Davos 2023: IFAD calls for urgent action to end food crisis

The International Fund for Agricultural Development (IFAD) has said there is an urgent need for world leaders to invest in longterm rural development to prevent recurring food crisis, end hunger and poverty. This was made known in a statement released by IFAD President, Alvaro Lario, at the just concluded 2023 World Economic Forum in Davos. According to the statement, the 2023 Davos conference calls for a massive scale-up of investments in agriculture, and longterm rural development from governments, investors and private companies with the view to ensure nutritional security and food sovereignty, an issue that has become critical for developing countries. At least an additional $30 billion per year in investments are needed, according to pre-COVID- 19 estimates, now the costs are even higher.
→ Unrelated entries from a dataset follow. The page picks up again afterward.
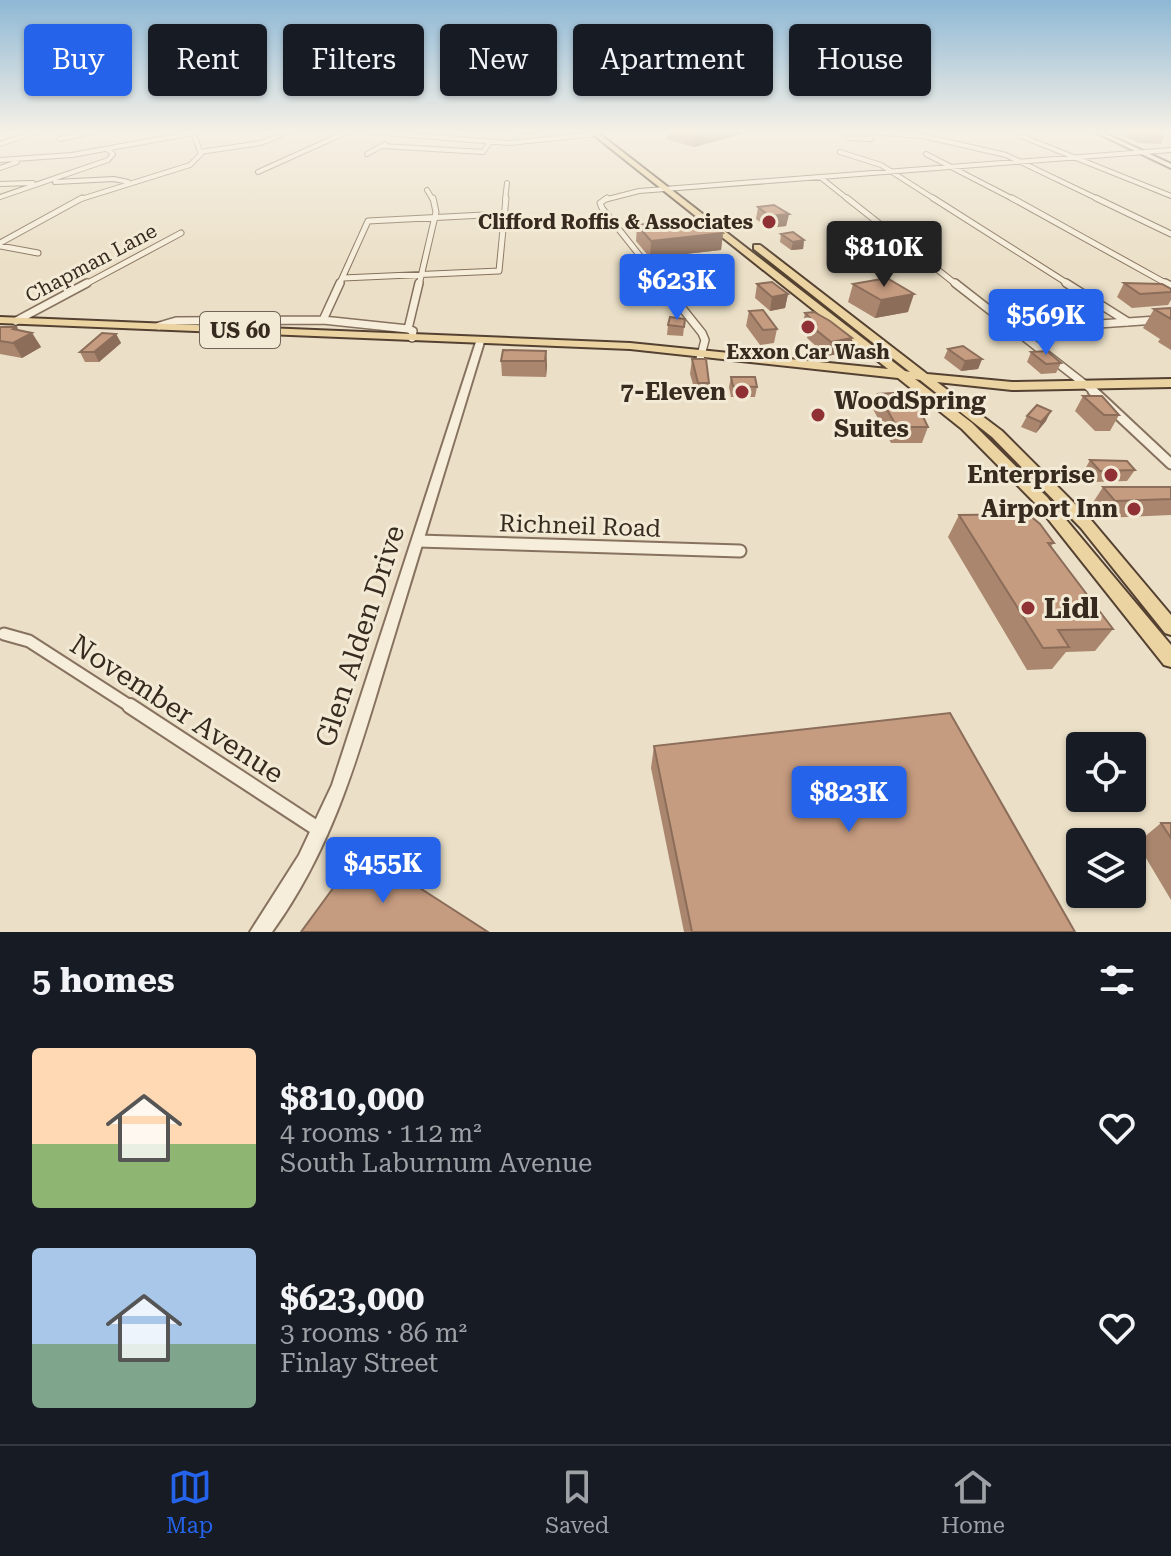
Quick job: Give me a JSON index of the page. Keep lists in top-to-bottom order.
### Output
{
  "streets": {
    "main road": ["US 60"],
    "street": [
      "Chapman Lane",
      "Richneil Road",
      "Glen Alden Drive",
      "November Avenue"
    ]
  },
  "crossings": [
    ["Chapman Lane", "US 60"],
    ["US 60", "Glen Alden Drive"],
    ["Richneil Road", "Glen Alden Drive"],
    ["Glen Alden Drive", "November Avenue"]
  ],
  "places": [
    "Clifford Roffis & Associates",
    "Exxon Car Wash",
    "7-Eleven",
    "WoodSpring Suites",
    "Enterprise",
    "Airport Inn",
    "Lidl"
  ],
  "page": {
    "chip": [
      "Buy",
      "Rent",
      "Filters",
      "New",
      "Apartment",
      "House"
    ],
    "price": [
      "$810K",
      "$623K",
      "$569K",
      "$823K",
      "$455K"
    ],
    "heading": "5 homes",
    "list": [
      {
        "name": "$810,000",
        "note": "4 rooms · 112 m² · South Laburnum Avenue"
      },
      {
        "name": "$623,000",
        "note": "3 rooms · 86 m² · Finlay Street"
      }
    ],
    "tabs": ["Map", "Saved", "Home"]
  }
}
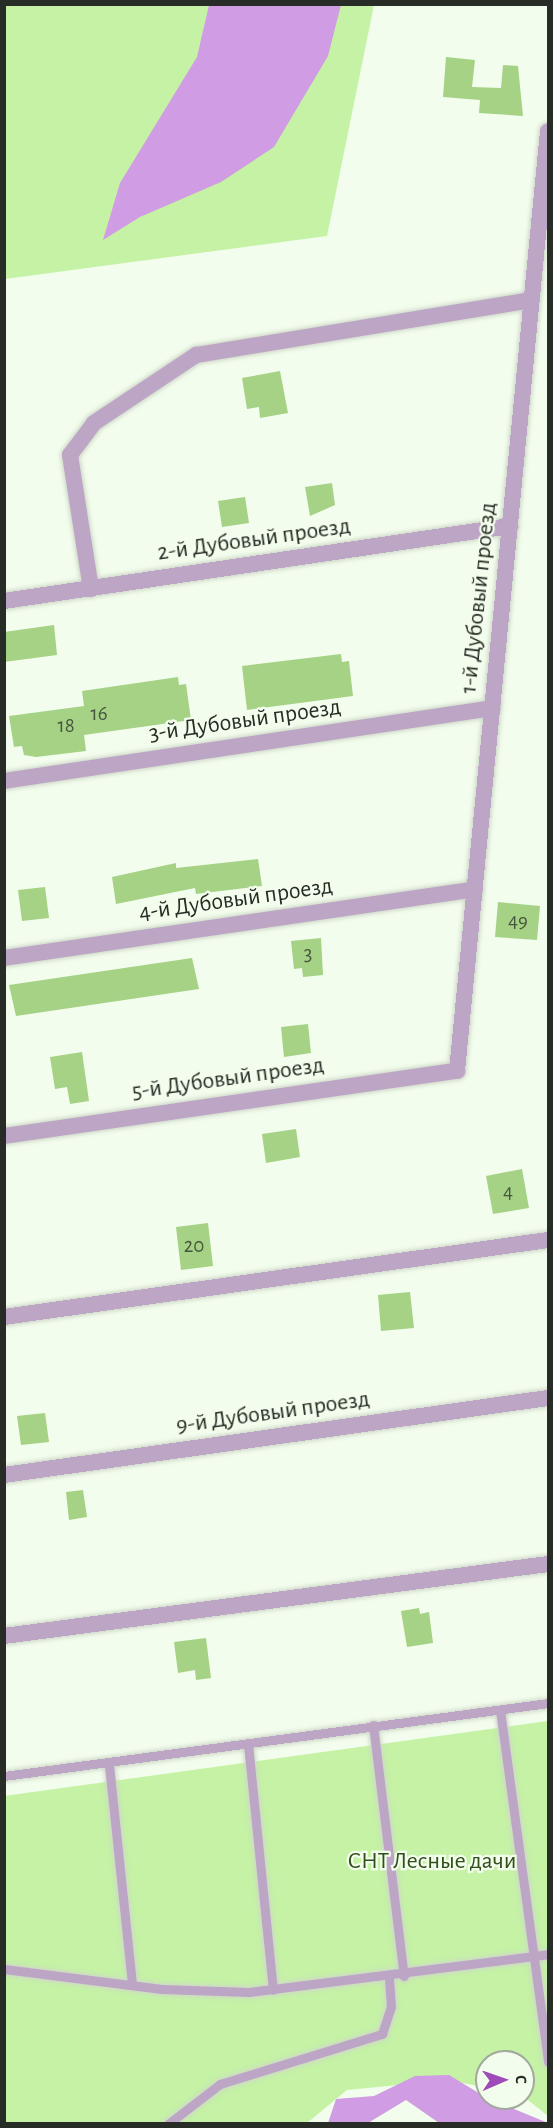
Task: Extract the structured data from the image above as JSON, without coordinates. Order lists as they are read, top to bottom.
{
  "streets": {
    "street": [
      "2-й Дубовый проезд",
      "1-й Дубовый проезд",
      "3-й Дубовый проезд",
      "4-й Дубовый проезд",
      "5-й Дубовый проезд",
      "9-й Дубовый проезд"
    ]
  },
  "crossings": [
    ["2-й Дубовый проезд", "1-й Дубовый проезд"],
    ["1-й Дубовый проезд", "3-й Дубовый проезд"],
    ["1-й Дубовый проезд", "4-й Дубовый проезд"],
    ["1-й Дубовый проезд", "5-й Дубовый проезд"]
  ],
  "parks": ["СНТ Лесные дачи"],
  "house_numbers": [
    "16",
    "18",
    "49",
    "3",
    "4",
    "20"
  ],
  "north": "right"
}
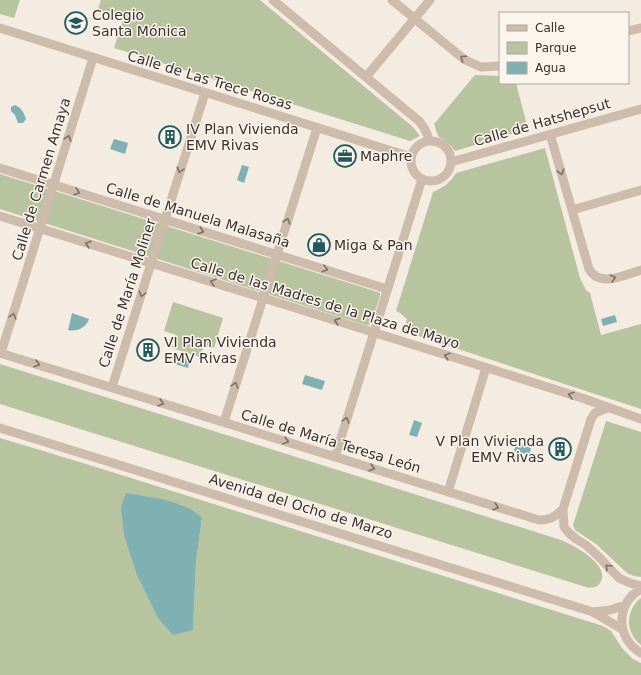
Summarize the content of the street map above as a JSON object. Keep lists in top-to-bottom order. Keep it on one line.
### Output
{"streets":{"street":["Calle de Las Trece Rosas","Calle de Hatshepsut","Calle de Carmen Amaya","Calle de Manuela Malasaña","Calle de María Moliner","Calle de las Madres de la Plaza de Mayo","Calle de María Teresa León","Avenida del Ocho de Marzo"]},"crossings":[["Calle de Las Trece Rosas","Calle de Hatshepsut"],["Calle de Las Trece Rosas","Calle de Carmen Amaya"],["Calle de Las Trece Rosas","Calle de María Moliner"],["Calle de Carmen Amaya","Calle de Manuela Malasaña"],["Calle de Carmen Amaya","Calle de las Madres de la Plaza de Mayo"],["Calle de Carmen Amaya","Calle de María Teresa León"],["Calle de Manuela Malasaña","Calle de María Moliner"],["Calle de María Moliner","Calle de las Madres de la Plaza de Mayo"],["Calle de María Moliner","Calle de María Teresa León"]],"one_way":["Calle de Carmen Amaya","Calle de Manuela Malasaña","Calle de María Moliner","Calle de las Madres de la Plaza de Mayo","Calle de María Teresa León"],"places":{"school or university":["Colegio Santa Mónica"],"building":["IV Plan Vivienda EMV Rivas","VI Plan Vivienda EMV Rivas","V Plan Vivienda EMV Rivas"],"office":["Maphre"],"shop":["Miga & Pan"]},"legend":["Calle","Parque","Agua"]}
The statement reads: “We cannot continue to go from food crisis to food crisis. We should not have to see countries expe-riencing acute food insecurity over and over again. “Extraordinary times call for extraordinary measures. We must take immediate and concrete actions to strengthen our failing food systems – this requires strong commitment and bold investment. “Only long-term investments in rural economies can provide long-lasting solutions to hunger, under-nutrition and poverty. This is what will enable small-scale farmers to increase local production, better adapt to climate change, build short and local food chains, build and sustain local markets and commercial opportunities, and create small rural businesses. This approach makes a lot of economic sense.”

He continued: “We should not wait another minute to in-vest in rural areas. With climate change accelerating, we have a very narrow window of opportunity to help rural populations adapt, and continue to produce the food that they and their communities need to survive – which in turn is key to global health and stability. “According to World Bank research, growth in agriculture is two to four times more effective at reducing poverty than growth in other sectors “Today, the world is experiencing an unprecedented food crisis due to the convergence of high food, energy and fertiliser prices linked to the war in Ukraine, and several climate shocks.” “Key drivers of hunger remain conflict, climate change and the economic slowdown and difficult recovery in the aftermath of the COVID-19 pandemic.

“The number of people facing acute food insecurity soared – from 135 million in 2019 to 345 million in 2022. “Currently, a total of 49 million people in 49 countries live on the edge of famine. One person in ten – about 828 million people – are currently suffering from hunger defined as chronic undernourishment. In addition, almost 3.1 billion people cannot afford a healthy diet. “Increasingly world food consumption is concentrated on three main crops (wheat, maize and rice). An estimated 45 million children suffer from acute malnutrition, 149 million children have stunted growth and development due to a chronic lack of essential nutrients in their diet, while 39 million are overweight. “Despite global commitments to end hunger by 2030, donor support for agriculture has been stagnant at just 4 percent of total ODA for at least two decades. About 3 billion people live in the rural areas of developing countries and they rely, to a significant extent, on small-scale farming for their food and livelihoods.”